At the November First Friday event, over 1,400 Anchorage residents came to learn more about these new types of housing for the city. Attendees were particularly engaged in the 3D microapartment modeling exercise, brought to life by artist Sheila Wyne, Cook Inlet Housing Authority, and many others in the local arts and housing community, which first debuted this summer at the Church of Love in Spenard. The full-scale 300-square-foot model apartment, complete with model furniture, was available for participants to design their own small studio apartment and get a first-hand experience for what living in that kind of space would be like.

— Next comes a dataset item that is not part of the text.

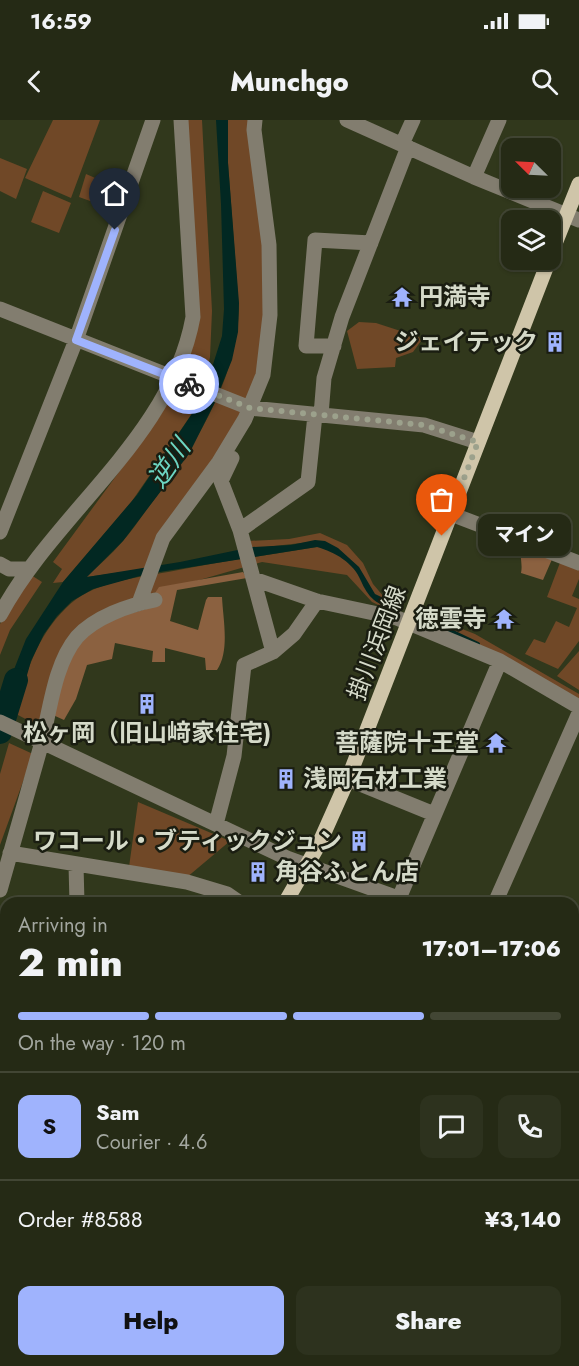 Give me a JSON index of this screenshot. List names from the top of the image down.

Part of an ongoing conversation about affordable living in urban spaces, the exhibit was a collaborative effort by multiple community partners. Other elements of the First Friday were made possible through the efforts and support of organizations like Weidner Apartment Homes, Alaska Housing Finance Corporation, Irwin Development, The Petersen Group, Anchorage Community Development Authority, Agnew::Beck Consulting, CIHA and many others. Developers such as Irwin Development and The Petersen Group shared renderings and designs of new housing projects that will be developed over the next 24 months, in downtown Anchorage and the U-Med District. Together, these partners have helped bring needed attention to the obstacles facing new, private, small-scale housing developments in Anchorage.

The response from the Anchorage community shows how the issue of needed additional housing resonates with our friends and neighbors across the city. Addressing it will take a village.

The proposed revisions to the municipal ADU ordinance would allow subsidiary units (mother-in-law apartments) to be a maximum of 900 square feet, up from 700 square feet in the current ordinance. It would also allow for detached units on the same property as the primary residence, so long as the accessory unit matches the design standards of the original residence and the neighborhood. Increasing the number of ADUs in Anchorage would provide needed housing options for those young professionals, small families and seniors looking for a residential unit that is small and affordable but maintains a neighborhood feel, or allows them to live close to family. The Planning and Zoning Commission will be taking testimony on this proposed ordinance on Monday, Dec. 4, at 7 p.m.

To sponsors, volunteers, community partners and everyone else helping to bring awareness to this critical community issue: thank you.